* What the exercise asks:
Only the lines from the one with "Task: Read the" onward are wanted, through the last line of the entries, set down exactly.

Collected data entries
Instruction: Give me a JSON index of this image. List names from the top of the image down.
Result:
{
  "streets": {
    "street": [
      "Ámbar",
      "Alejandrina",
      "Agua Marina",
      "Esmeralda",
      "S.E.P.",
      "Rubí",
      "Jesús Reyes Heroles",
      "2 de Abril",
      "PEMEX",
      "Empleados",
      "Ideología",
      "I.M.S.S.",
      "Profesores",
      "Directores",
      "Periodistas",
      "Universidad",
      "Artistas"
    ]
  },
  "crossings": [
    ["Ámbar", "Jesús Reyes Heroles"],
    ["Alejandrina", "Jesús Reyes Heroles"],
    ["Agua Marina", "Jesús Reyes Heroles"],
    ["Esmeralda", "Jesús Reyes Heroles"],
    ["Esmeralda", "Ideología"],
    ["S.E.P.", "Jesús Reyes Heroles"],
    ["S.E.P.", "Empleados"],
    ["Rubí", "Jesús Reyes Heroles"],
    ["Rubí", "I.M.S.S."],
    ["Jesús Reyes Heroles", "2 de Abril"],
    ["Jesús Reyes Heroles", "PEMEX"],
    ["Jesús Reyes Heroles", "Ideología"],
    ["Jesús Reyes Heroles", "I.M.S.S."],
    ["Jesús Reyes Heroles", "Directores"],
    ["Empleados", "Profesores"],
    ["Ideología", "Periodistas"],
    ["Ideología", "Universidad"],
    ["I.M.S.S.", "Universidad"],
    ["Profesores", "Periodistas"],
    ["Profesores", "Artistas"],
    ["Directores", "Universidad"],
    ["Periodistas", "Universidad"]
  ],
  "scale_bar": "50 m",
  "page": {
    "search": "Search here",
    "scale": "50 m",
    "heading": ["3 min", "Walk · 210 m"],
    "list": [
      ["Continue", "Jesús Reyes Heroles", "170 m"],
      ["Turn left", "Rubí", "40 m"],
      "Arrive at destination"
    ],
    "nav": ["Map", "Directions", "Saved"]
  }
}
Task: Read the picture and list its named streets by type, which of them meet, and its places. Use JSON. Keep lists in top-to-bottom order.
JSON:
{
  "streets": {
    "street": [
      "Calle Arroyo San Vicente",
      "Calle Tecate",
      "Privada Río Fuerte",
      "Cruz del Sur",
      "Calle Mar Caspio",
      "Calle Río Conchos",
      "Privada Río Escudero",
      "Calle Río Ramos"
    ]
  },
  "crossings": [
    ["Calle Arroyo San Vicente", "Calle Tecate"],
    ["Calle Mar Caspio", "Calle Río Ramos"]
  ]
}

* Expected answer:
Task: Read the picture and list its named streets by type, which of them meet, and its places. Use JSON. Keep lists in top-to-bottom order.
JSON:
{
  "streets": {
    "street": [
      "Calle Arroyo San Vicente",
      "Calle Tecate",
      "Privada Río Fuerte",
      "Cruz del Sur",
      "Calle Mar Caspio",
      "Calle Río Conchos",
      "Privada Río Escudero",
      "Calle Río Ramos"
    ]
  },
  "crossings": [
    ["Calle Arroyo San Vicente", "Calle Tecate"],
    ["Calle Mar Caspio", "Calle Río Ramos"]
  ]
}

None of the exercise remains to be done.